> [Aim of the task]: In the following listing, find the lines containing "Math" and report them.

> [Given records]:
━━━━━━━━━━

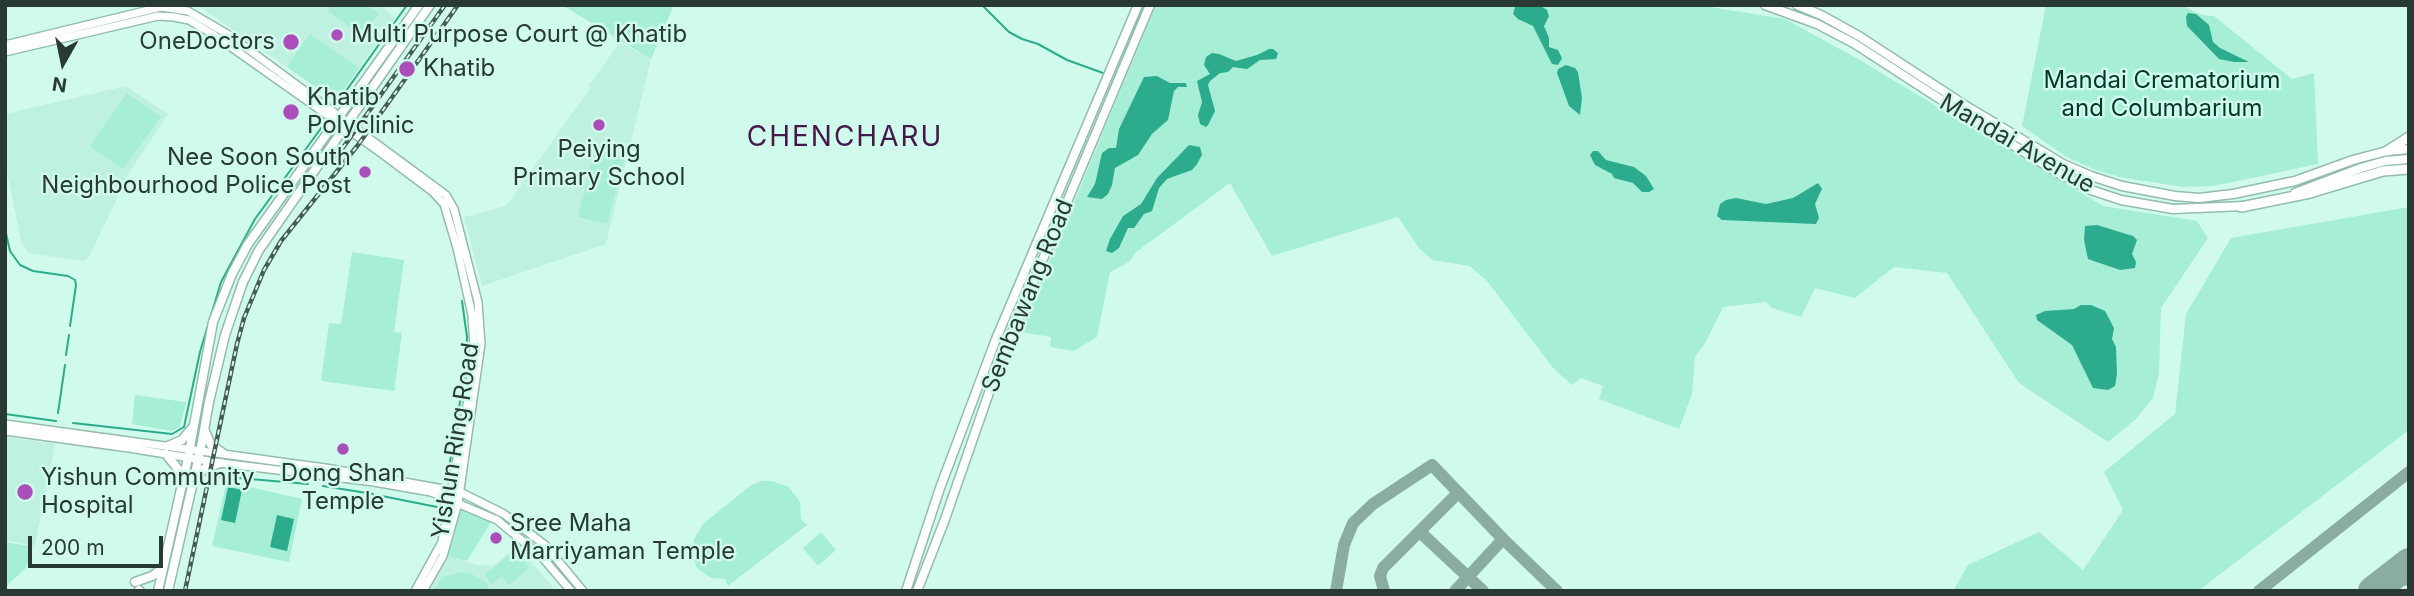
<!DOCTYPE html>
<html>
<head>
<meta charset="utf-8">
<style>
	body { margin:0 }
	#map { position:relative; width:2414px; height:596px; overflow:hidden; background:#d0fbec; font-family:Inter,sans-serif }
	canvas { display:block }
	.frame { position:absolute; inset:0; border:7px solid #293a34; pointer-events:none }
	.north { position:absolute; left:28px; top:28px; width:70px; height:70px; -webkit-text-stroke:5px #d0fbec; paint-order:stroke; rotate:189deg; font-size:19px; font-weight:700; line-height:28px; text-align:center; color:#293a34 }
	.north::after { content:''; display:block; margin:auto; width:24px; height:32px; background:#293a34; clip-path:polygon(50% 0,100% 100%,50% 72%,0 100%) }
	.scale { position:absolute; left:28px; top:536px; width:135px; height:32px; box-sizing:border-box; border:4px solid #293a34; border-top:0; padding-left:9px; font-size:21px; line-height:24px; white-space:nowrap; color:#293a34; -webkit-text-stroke:5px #d0fbec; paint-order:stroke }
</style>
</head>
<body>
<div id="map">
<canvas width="2414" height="596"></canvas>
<div class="frame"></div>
<div class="north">N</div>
<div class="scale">200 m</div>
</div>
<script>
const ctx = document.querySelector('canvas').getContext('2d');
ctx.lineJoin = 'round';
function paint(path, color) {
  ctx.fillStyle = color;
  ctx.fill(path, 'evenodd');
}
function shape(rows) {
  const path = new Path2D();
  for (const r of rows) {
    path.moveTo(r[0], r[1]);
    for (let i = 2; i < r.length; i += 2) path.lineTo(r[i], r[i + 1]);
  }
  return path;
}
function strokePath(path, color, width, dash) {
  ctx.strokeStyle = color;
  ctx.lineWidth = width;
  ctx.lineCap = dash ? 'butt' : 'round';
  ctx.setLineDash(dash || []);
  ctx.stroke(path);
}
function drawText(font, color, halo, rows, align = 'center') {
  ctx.font = font + ' Inter,sans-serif';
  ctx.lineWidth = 5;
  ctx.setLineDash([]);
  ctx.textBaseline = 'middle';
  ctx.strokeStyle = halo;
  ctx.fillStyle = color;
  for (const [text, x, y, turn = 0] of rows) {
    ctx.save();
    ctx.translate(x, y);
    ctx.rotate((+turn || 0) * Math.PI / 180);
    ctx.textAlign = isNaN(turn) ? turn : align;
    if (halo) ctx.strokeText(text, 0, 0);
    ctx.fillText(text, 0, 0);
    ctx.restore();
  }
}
const built = shape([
	[197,5,380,5,394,17,394,20,336,101],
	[620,42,651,59,606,244,482,286,464,217,506,206,591,87,589,85],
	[126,86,168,114,129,173,89,257,84,261,28,253,22,245,5,163,5,114],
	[5,437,55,444,35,546,5,541],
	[518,546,556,591,429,591,448,556,477,565,493,566]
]);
const green = shape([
	[332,5,367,5,379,13,363,36,328,11],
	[562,5,674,5,651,59],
	[1156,5,1698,5,1785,19,1858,59,2103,206,2197,221,2208,238,2161,308,2159,373,2153,398,2135,420,2108,442,2019,383,1947,273,1894,267,1855,298,1815,288,1801,317,1772,308,1766,302,1723,307,1705,343,1695,357,1692,394,1679,429,1599,399,1603,386,1581,378,1572,385,1554,369,1487,281,1470,266,1432,260,1419,248,1398,217,1272,256,1230,183,1136,252,1129,262,1110,272,1097,337,1074,351,1050,347,1051,337,1020,332],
	[2046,5,2181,5,2202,15,2214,16,2292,79,2314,73,2318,164,2214,186,2183,187,2119,177,2093,169,2065,156,2022,126],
	[310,34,359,68,336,101,287,67],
	[127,93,161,117,123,169,90,146],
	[595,149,625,156,607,224,578,217],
	[2409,207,2409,430,2198,591,1953,591,1968,565,2039,532,2083,570,2123,510,2104,472,2175,414,2186,314,2231,238],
	[352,252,404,260,394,332,402,333,394,391,321,381,329,323,341,324],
	[135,395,186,402,180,427,172,431,132,424],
	[227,480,250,485,250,487,302,499,289,562,212,546],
	[761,481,772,481,789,487,800,502,801,519,807,525,728,586,725,579,711,578,697,568,693,558,694,539,703,524,750,486],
	[461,507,491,522,467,561,448,556],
	[821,532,836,550,818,566,803,548],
	[5,542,33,547,26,568,5,587],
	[515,550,529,568,509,585,502,576,492,584,485,575],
	[462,572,474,575,486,583,490,591,434,591,442,577]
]);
const water = shape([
	[1541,6,1547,10,1549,16,1544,26,1549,38,1549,47,1558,50,1562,58,1558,65,1552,64,1533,26,1518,19,1513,14,1515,7],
	[2188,13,2196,14,2209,25,2213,42,2220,48,2249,62,2234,62,2219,59,2187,26,2186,17],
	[1269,49,1273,49,1278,53,1276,59,1260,60,1247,69,1233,67,1228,72,1220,73,1210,81,1208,85,1215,111,1208,125,1206,127,1200,124,1198,115,1202,102,1197,81,1210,74,1204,65,1206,57,1212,53,1219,54,1236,61,1257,55],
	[1566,65,1575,68,1578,72,1582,98,1580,115,1569,106,1557,73,1558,69],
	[1157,76,1170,83,1186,83,1187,87,1178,87,1174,91,1168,120,1152,134,1138,155,1115,168,1112,185,1108,194,1102,199,1087,197,1095,184,1102,153,1109,148,1116,148,1119,129,1144,77],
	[1189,145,1200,147,1202,155,1197,164,1192,170,1167,179,1159,188,1152,211,1144,214,1134,228,1128,228,1119,248,1112,253,1106,251,1110,239,1123,216,1141,204,1157,178],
	[1593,151,1598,151,1606,160,1634,167,1646,176,1654,189,1649,192,1642,192,1633,183,1614,178,1612,174,1595,165,1590,155],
	[1818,183,1822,189,1815,204,1819,218,1816,224,1722,220,1717,216,1720,204,1726,200,1736,198,1766,204,1793,198],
	[2097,225,2133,236,2137,240,2132,254,2136,262,2135,268,2120,270,2088,259,2084,240,2085,226],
	[2081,305,2091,305,2105,311,2114,328,2112,339,2116,347,2117,374,2115,386,2108,390,2093,388,2072,345,2037,320,2036,315,2045,311,2074,309],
	[228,487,242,490,235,523,221,520],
	[277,515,294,519,287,551,270,547]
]);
const stream = shape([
	[982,5,1009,32,1022,39,1038,44,1067,60,1103,73],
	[336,105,407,5],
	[5,229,10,251,20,265,33,271,68,276,75,280,76,285,70,326],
	[462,301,467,337,466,367],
	[66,355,69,335],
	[58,413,65,365],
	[5,414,56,421],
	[73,423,172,434,184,427,200,352,221,282,255,219,324,124],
	[215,476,308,484],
	[447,480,465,372],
	[323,486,373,494],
	[377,495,442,508]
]);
const taxiway = shape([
	[1420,532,1483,591],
	[2391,577,2409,580],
	[1336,591,1344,545,1353,523,1373,504,1432,465,1503,539,1557,591],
	[1384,591,1380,576,1383,568,1458,493],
	[1455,591,1503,539],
	[2259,591,2409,472]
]);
const runway = shape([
	[2373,591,2409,563]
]);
const secondary = shape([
	[5,45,161,7,188,11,229,35,446,195,454,209,478,302,481,344,458,503,443,556,423,591],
	[5,52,158,16,174,17,189,20,214,35,381,153,433,192,444,204,457,248,472,315,474,349,469,394,442,542,415,591],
	[5,424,332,469,460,492,504,514,545,545,583,591],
	[5,431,129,448,221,463,374,482,431,492,497,520,542,557,571,591]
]);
const primary = shape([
	[1765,5,1817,24,1855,44,1966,116,2060,174,2088,189,2121,200,2173,209,2245,206],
	[1797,5,1821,15,1859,36,1971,109,2063,164,2091,176,2122,186,2175,196,2199,198,2233,194,2295,181,2353,160,2387,151,2409,149],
	[2295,193,2361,168,2385,161,2409,159],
	[205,431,211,445,223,453],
	[168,446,182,440,192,428],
	[166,454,178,469,183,481],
	[194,480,205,468,221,463],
	[135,582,152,576,163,568],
	[139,590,140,591],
	[158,591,188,458,213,322,232,274,248,244,419,5],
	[168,591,201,447,209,402,225,335,243,282,259,250,430,5],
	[906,591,940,488,996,339,1138,5],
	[917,591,944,522,1000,361,1150,5]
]);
const highway = shape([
	[2387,151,2409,137],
	[2241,207,2310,193,2383,171,2409,169]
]);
const rail = shape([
	[337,156,445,5],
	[185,591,237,344,244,318,264,270,281,241,358,145,458,5]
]);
const markers = [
	[337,35,7,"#aa4eb9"],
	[291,42,9,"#aa4eb9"],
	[407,69,9,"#aa4eb9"],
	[291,112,9,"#aa4eb9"],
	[599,125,7,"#aa4eb9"],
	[365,172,7,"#aa4eb9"],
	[343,449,7,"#aa4eb9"],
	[25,492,9,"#aa4eb9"],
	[496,538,7,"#aa4eb9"]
];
const poiNames = [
	["Multi Purpose Court @ Khatib",351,35],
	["OneDoctors",275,42,"right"],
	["Khatib",423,69],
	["Khatib",307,98],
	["Polyclinic",307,126],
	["Peiying",599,150,"center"],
	["Primary School",599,178,"center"],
	["Nee Soon South",351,158,"right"],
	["Neighbourhood Police Post",351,186,"right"],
	["Dong Shan",343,474,"center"],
	["Temple",343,502,"center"],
	["Yishun Community",41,478],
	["Hospital",41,506],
	["Sree Maha",510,524],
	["Marriyaman Temple",510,552]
];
const parkNames = [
	["Mandai Crematorium",2162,81],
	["and Columbarium",2162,109]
];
const streetNames = [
	["Mandai Avenue",2017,144,30],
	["Sembawang Road",1028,296,-68],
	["Yishun Ring Road",456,441,-81]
];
const quarterNames = [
	["CHENCHARU",845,138]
];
paint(built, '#bef1df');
paint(green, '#a7eed6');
paint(water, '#2cac8c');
strokePath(stream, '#2cac8c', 2);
strokePath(taxiway, '#8baca0', 12);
strokePath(runway, '#8baca0', 30);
strokePath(secondary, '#93bcad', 10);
strokePath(primary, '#93bcad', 11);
strokePath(highway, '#93bcad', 12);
strokePath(secondary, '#fff', 7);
strokePath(primary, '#fff', 8);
strokePath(highway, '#fff', 9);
strokePath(rail, '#465c54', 4.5);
strokePath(rail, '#d0fbec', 2, [5]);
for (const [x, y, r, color] of markers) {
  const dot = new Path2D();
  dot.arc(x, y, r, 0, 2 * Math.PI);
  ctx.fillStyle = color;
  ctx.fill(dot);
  strokePath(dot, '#d0fbec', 2.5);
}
drawText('24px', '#293a34', '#d0fbec', poiNames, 'left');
drawText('24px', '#00382b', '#d0fbec', parkNames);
drawText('24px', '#293a34', '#d0fbec', streetNames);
ctx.letterSpacing = '2px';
drawText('28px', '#44184b', '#d0fbec', quarterNames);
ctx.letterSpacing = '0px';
</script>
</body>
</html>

━━━━━━━━━━

> [Written solution]:
    ctx.rotate((+turn || 0) * Math.PI / 180);
  dot.arc(x, y, r, 0, 2 * Math.PI);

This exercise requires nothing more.